How to Freak Out Your Conventional Husband in 5 Easy Steps:

Step 1. Eat a chicken for dinner. Not chicken breasts out of the styrofoam package but a real, dead bird. With it's neck chopped off and stuffed down it's hollowed out abdomen. Along with other nasty unidentifiable parts. (Really, I'm a science dork and I can identify the liver and heart, but what's the rest of that junk?) Conventional Husband will be mildly concerned by the unusual presentation, but placated when served a nice slice of white breast meat. Especially if Norma's famous mashed potatoes are one of the distractingly delicious side dishes.

Step 2. Pick all meat off cooled chicken carcass. Even the meat off the back, legs, wings and other non-boobie parts. Some of it will be stained by the bones and some other pieces will have to be separated from slimy fat and sinewy bits. Conventional Husband will look a little squeamish at this point, rush through doing the dishes and retreat hastily to the living room with laptop.

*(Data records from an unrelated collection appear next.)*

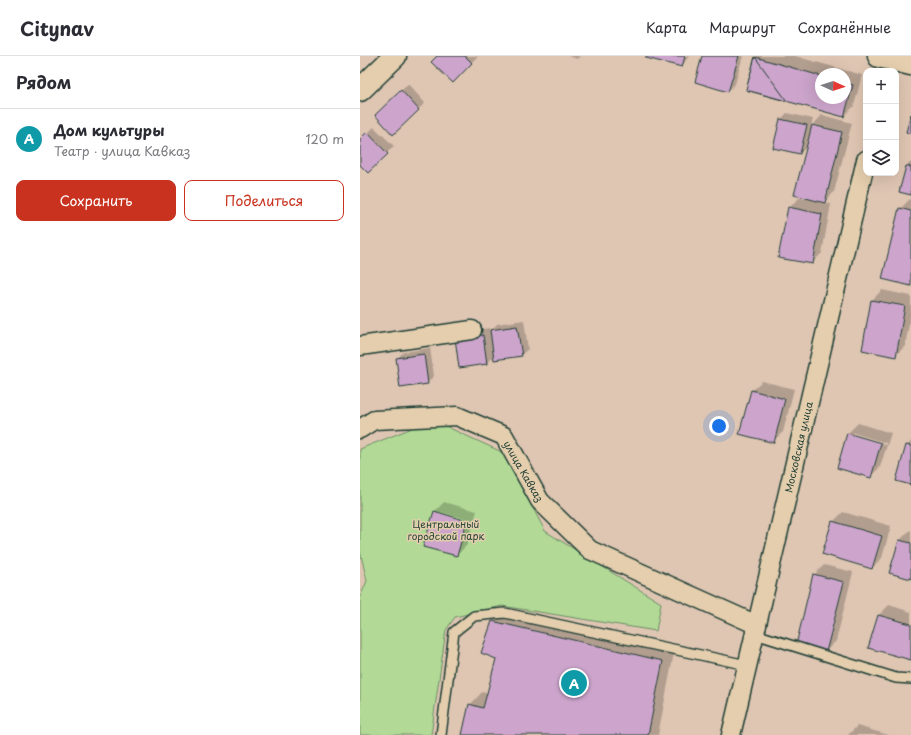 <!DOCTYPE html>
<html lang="ru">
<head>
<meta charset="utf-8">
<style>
  body { margin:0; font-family:"Playpen Sans",sans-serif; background:#f7f7f7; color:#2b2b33 }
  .controls { position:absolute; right:12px; top:12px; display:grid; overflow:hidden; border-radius:8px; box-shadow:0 4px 16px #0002 }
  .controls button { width:36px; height:36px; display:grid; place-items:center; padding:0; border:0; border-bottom:1px solid #e1e1e2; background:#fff; color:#2b2b33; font:20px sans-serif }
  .compass { position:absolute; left:455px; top:12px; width:36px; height:36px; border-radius:50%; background:#fff; box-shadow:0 4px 16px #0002; rotate:93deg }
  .you { position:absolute; left:359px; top:370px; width:14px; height:14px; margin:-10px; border:3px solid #fff; border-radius:50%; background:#1a73e8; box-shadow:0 0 0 6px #1a73e833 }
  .badge { display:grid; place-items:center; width:26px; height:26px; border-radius:50%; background:#c8321e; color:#fff; font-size:13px; font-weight:700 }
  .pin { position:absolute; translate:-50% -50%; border:2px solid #fff; box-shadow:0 1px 4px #0006 }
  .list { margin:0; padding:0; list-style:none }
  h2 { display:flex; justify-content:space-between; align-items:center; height:52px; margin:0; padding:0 16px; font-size:17px }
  h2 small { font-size:13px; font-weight:400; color:#7c7c81 }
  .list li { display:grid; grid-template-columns:26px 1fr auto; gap:12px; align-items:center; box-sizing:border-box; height:60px; padding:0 16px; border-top:1px solid #e1e1e2 }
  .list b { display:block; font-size:15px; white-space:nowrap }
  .list p { margin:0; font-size:13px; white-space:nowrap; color:#7c7c81 }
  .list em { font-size:13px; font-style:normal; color:#7c7c81 }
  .actions { display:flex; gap:8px; padding:12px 16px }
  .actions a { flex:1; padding:9px 0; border:1px solid #c8321e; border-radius:8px; text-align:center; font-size:14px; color:#c8321e }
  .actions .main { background:#c8321e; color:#fff }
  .icon { flex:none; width:22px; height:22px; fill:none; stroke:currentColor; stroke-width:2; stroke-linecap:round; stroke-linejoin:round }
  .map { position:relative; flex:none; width:551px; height:679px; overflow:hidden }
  header { display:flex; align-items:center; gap:24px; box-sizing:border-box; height:56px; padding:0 20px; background:#fff; border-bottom:1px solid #e1e1e2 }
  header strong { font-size:19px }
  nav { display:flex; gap:22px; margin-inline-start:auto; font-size:14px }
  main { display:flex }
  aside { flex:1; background:#fff }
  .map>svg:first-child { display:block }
</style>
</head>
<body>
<header>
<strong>Citynav</strong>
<nav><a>Карта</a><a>Маршрут</a><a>Сохранённые</a></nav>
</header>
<main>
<aside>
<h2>Рядом<small></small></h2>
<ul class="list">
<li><span class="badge" style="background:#0f9aa8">A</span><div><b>Дом культуры</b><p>Театр · улица Кавказ</p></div><em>120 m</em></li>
</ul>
<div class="actions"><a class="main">Сохранить</a><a>Поделиться</a></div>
</aside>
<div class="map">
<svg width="551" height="679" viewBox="0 0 551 679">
  <rect width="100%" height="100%" fill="#dfc6b3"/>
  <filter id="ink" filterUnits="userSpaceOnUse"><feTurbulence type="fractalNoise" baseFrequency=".025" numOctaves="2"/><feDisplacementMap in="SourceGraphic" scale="8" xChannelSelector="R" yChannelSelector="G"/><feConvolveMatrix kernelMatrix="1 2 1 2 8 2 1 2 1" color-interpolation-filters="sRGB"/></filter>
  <g filter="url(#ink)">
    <path fill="#b2da96" stroke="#688c65" d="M 72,364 L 144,397 L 185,475 L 301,547 L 296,575 L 142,550 L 95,561 L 86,574 L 71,679 L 0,679 L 0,541 L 7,525 L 0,495 L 0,393 Z"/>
    <g fill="#0003" fill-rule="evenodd">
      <path d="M 78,0 L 118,0 L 93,25 Z"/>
      <path d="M 208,0 L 220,0 L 217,3 Z"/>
      <path d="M 287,0 L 329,0 L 322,10 Z"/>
      <path d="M 343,0 L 383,0 L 375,28 L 368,35 Z"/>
      <path d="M 397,0 L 435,0 L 502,19 L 494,50 L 484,60 L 396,2 ZM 461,18 L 485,18 L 485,42 L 461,42 Z"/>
      <path d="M 48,28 L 65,47 L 33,77 L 23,52 Z"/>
      <path d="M 427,57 L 453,63 L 451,71 L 462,59 L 492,67 L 474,136 L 464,147 L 471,148 L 462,197 L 452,207 L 429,152 L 439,142 L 447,143 L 448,90 L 440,97 L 421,63 Z"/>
      <path d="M 14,71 L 34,90 L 8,116 L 0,108 L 0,85 Z"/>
      <path d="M 551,106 L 551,138 L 546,110 Z"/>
      <path d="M 550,143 L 551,143 L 551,229 L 540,153 Z"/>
      <path d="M 522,234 L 551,240 L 551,258 L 545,290 L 535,300 L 503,294 L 512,244 Z"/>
      <path d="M 164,264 L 168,293 L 161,299 L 134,300 L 127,307 L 103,276 L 129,272 L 130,276 L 137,268 Z"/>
      <path d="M 70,292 L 74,320 L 67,327 L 37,302 L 44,296 Z"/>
      <path d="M 402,325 L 434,333 L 423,376 L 413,385 L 392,334 Z"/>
      <path d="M 498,367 L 531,377 L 520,411 L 510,421 L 478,412 L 488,377 ZM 493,377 L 526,387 L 526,389 L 493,380 Z"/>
      <path d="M 551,385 L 551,428 L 547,390 Z"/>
      <path d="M 84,446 L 117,455 L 107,489 L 97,499 L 75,455 ZM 80,456 L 113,465 L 112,467 L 80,458 Z"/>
      <path d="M 483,456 L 531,470 L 522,502 L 512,512 L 473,466 Z"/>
      <path d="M 550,474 L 551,475 L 551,522 L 531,516 L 540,484 Z"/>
      <path d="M 464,509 L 493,516 L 476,585 L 466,595 L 454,519 Z"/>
      <path d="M 529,549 L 551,556 L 551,603 L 510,591 L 519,559 Z"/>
      <path d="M 146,552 L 315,592 L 298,679 L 103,679 L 110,649 L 122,636 L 128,637 L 137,602 L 133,565 Z"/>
      <path d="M 497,670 L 529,679 L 488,679 Z"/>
    </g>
    <g fill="#cda5cc" stroke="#1f3d34">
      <path d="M 77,0 L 105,0 L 112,7 L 93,27 L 71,6 Z"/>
      <path d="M 286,0 L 325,0 L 322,11 L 286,2 Z"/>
      <path d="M 342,0 L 379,0 L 368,36 L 335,26 Z"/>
      <path d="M 395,1 L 461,20 L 461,42 L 485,42 L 485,26 L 493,29 L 484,61 L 386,34 Z"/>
      <path d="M 395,1 L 427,45 L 386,34 Z"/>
      <path d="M 41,34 L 59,54 L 33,79 L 15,59 Z"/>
      <path d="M 551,58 L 551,78 L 546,76 Z"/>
      <path d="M 420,63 L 447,69 L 440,98 L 413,92 Z"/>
      <path d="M 452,69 L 482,76 L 465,147 L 434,139 Z"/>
      <path d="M 7,76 L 28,98 L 8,117 L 0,109 L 0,83 Z"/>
      <path d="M 546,110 L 551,111 L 551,139 L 539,136 Z"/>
      <path d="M 428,151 L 462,158 L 453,208 L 418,202 Z"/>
      <path d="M 539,152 L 551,155 L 551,230 L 522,223 Z"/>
      <path d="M 511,244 L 545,250 L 536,301 L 502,294 Z"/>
      <path d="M 157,270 L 162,300 L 134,304 L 130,274 Z"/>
      <path d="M 123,279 L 127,308 L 99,312 L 95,282 Z"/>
      <path d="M 64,298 L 68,328 L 40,332 L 36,302 Z"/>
      <path d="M 391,334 L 425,343 L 414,387 L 379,378 Z"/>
      <path d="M 487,377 L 521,387 L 511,422 L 477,412 Z"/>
      <path d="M 546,389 L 551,390 L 551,429 L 536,425 Z"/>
      <path d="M 74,455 L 107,465 L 97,500 L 63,491 Z"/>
      <path d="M 472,465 L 522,480 L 512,513 L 462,498 Z"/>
      <path d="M 539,484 L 551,487 L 551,523 L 529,517 Z"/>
      <path d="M 453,518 L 484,526 L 466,596 L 436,589 Z"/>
      <path d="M 518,559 L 551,568 L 551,604 L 508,592 Z"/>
      <path d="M 132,565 L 303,605 L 288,679 L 102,679 L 109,648 L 123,652 L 136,603 L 121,597 Z"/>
    </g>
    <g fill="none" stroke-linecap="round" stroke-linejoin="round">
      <g stroke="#1f3d34" stroke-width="12">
        <g id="lane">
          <path d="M 395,578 L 536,622 L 551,623"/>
          <path d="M 81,679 L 94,576 L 114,560 L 145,557 L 387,609"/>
        </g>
      </g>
      <g stroke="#1f3d34" stroke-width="21">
        <g id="street">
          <path d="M 0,290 L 112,274"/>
          <path d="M 0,373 L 14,364 L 97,360 L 144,380 L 180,445 L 230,494 L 397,569"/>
          <path d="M 371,679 L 506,104"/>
        </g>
      </g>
      <g stroke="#1f3d34" stroke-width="25">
        <g id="secondary">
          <path d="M 519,0 L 551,8"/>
          <path d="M 0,34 L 35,0"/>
        </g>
      </g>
      <use href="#lane" stroke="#e4cead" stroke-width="9"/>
      <use href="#street" stroke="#e4cead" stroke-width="18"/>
      <use href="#secondary" stroke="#e4cead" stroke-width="22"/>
    </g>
  </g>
  <g text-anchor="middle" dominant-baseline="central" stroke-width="3" stroke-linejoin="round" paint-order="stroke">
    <g font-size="10" fill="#1f3d34" stroke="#e4cead">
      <text transform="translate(438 391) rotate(-77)">Московская улица</text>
      <text transform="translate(164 415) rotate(60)">улица Кавказ</text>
    </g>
    <g font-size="10" fill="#264539" stroke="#e4cead">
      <text x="86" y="467">Центральный<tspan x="86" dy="12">городской парк</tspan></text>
    </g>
  </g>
</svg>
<div class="controls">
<button>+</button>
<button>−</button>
<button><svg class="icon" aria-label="layers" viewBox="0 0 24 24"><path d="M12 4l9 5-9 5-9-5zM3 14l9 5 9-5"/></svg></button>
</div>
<svg class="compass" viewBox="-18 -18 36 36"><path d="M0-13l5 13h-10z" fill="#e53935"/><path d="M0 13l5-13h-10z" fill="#7c7c81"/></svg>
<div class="you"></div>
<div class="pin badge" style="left:214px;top:627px;background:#0f9aa8">A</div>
</div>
</main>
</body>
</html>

Step 3. Chat with girlfriend on the phone. Drop words like "and the cartilage too?" and "what about skin and fat?" Make loud banging noises while removing infrequently used things from the back of the cabinets.


Step 4. Set large cauldron of bubbling bones on the back burner. Act like nothing unusual is going on. But don't emerge from the kitchen. Anxious Husband is sure to lose to curiosity and impatience and come investigate. Admire the horrified look when he discovers this steaming, rolling, boiling science experiment. Giggle when he says "I'm not eating that!".



Step 5. Just when the coast looks clear start new even weirder project. Use the blender and cheese grater. To the fearful question "What are you doing now?" Answer: "Oh, just making homemade laundry soap...". Do not be surprised when there is no reply. Conventional husband will be silent for the rest of the evening and go to bed early.



Congrats! Now you not only have a free evening to blog, facebook and surf the net to your heart's content, you also have (free!) chicken stock and the world's best, cheapest laundry soap.




And don't worry, Conventional Husband will make a complete, well rested recovery when his empty laundry basket magically transforms into a mountain of clean clothes and a chicken pie appears on tomorrow's dinner table.

1 comment:

  1. Did you tell Dear CH what went into the soup?

    I still love telling the story about his super freak out over the non-store bought egg that still had a chicken feather on it!